WHAT THE TASK ASKS :: Please output the full listing, character for character.

RECORDS FOR PROCESSING ::
^^^^^^^^^^^^^^^^

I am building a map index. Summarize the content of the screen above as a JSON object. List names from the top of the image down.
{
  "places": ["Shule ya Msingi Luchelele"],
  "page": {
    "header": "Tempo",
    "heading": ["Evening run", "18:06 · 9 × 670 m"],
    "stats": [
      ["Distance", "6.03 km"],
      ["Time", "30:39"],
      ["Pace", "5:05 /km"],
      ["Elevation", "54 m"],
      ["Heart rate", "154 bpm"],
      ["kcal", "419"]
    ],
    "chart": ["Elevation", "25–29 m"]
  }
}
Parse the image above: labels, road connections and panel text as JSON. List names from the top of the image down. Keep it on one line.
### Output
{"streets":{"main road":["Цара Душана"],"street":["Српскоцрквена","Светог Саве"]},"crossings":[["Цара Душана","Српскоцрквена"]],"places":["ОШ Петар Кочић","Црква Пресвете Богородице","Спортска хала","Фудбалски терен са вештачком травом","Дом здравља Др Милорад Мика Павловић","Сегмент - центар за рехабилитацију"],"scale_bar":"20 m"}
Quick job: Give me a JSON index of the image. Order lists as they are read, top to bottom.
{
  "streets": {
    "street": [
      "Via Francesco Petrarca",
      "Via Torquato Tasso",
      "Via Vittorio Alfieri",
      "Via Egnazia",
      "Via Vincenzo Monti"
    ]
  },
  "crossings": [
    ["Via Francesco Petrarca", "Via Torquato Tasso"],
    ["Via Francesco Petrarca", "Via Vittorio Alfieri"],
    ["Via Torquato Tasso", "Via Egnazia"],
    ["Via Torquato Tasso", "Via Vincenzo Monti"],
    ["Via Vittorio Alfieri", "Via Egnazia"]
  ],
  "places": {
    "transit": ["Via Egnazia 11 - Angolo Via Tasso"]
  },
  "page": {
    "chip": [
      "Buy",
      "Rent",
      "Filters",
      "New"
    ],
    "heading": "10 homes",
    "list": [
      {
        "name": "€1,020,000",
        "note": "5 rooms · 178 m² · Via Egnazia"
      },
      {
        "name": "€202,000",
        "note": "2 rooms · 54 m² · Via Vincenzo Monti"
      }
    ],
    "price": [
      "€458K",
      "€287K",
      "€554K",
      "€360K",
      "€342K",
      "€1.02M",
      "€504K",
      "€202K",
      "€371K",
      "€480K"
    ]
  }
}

^^^^^^^^^^^^^^^^

WRITTEN RESPONSE ::
I am building a map index. Summarize the content of the screen above as a JSON object. List names from the top of the image down.
{
  "places": ["Shule ya Msingi Luchelele"],
  "page": {
    "header": "Tempo",
    "heading": ["Evening run", "18:06 · 9 × 670 m"],
    "stats": [
      ["Distance", "6.03 km"],
      ["Time", "30:39"],
      ["Pace", "5:05 /km"],
      ["Elevation", "54 m"],
      ["Heart rate", "154 bpm"],
      ["kcal", "419"]
    ],
    "chart": ["Elevation", "25–29 m"]
  }
}
Parse the image above: labels, road connections and panel text as JSON. List names from the top of the image down. Keep it on one line.
### Output
{"streets":{"main road":["Цара Душана"],"street":["Српскоцрквена","Светог Саве"]},"crossings":[["Цара Душана","Српскоцрквена"]],"places":["ОШ Петар Кочић","Црква Пресвете Богородице","Спортска хала","Фудбалски терен са вештачком травом","Дом здравља Др Милорад Мика Павловић","Сегмент - центар за рехабилитацију"],"scale_bar":"20 m"}
Quick job: Give me a JSON index of the image. Order lists as they are read, top to bottom.
{
  "streets": {
    "street": [
      "Via Francesco Petrarca",
      "Via Torquato Tasso",
      "Via Vittorio Alfieri",
      "Via Egnazia",
      "Via Vincenzo Monti"
    ]
  },
  "crossings": [
    ["Via Francesco Petrarca", "Via Torquato Tasso"],
    ["Via Francesco Petrarca", "Via Vittorio Alfieri"],
    ["Via Torquato Tasso", "Via Egnazia"],
    ["Via Torquato Tasso", "Via Vincenzo Monti"],
    ["Via Vittorio Alfieri", "Via Egnazia"]
  ],
  "places": {
    "transit": ["Via Egnazia 11 - Angolo Via Tasso"]
  },
  "page": {
    "chip": [
      "Buy",
      "Rent",
      "Filters",
      "New"
    ],
    "heading": "10 homes",
    "list": [
      {
        "name": "€1,020,000",
        "note": "5 rooms · 178 m² · Via Egnazia"
      },
      {
        "name": "€202,000",
        "note": "2 rooms · 54 m² · Via Vincenzo Monti"
      }
    ],
    "price": [
      "€458K",
      "€287K",
      "€554K",
      "€360K",
      "€342K",
      "€1.02M",
      "€504K",
      "€202K",
      "€371K",
      "€480K"
    ]
  }
}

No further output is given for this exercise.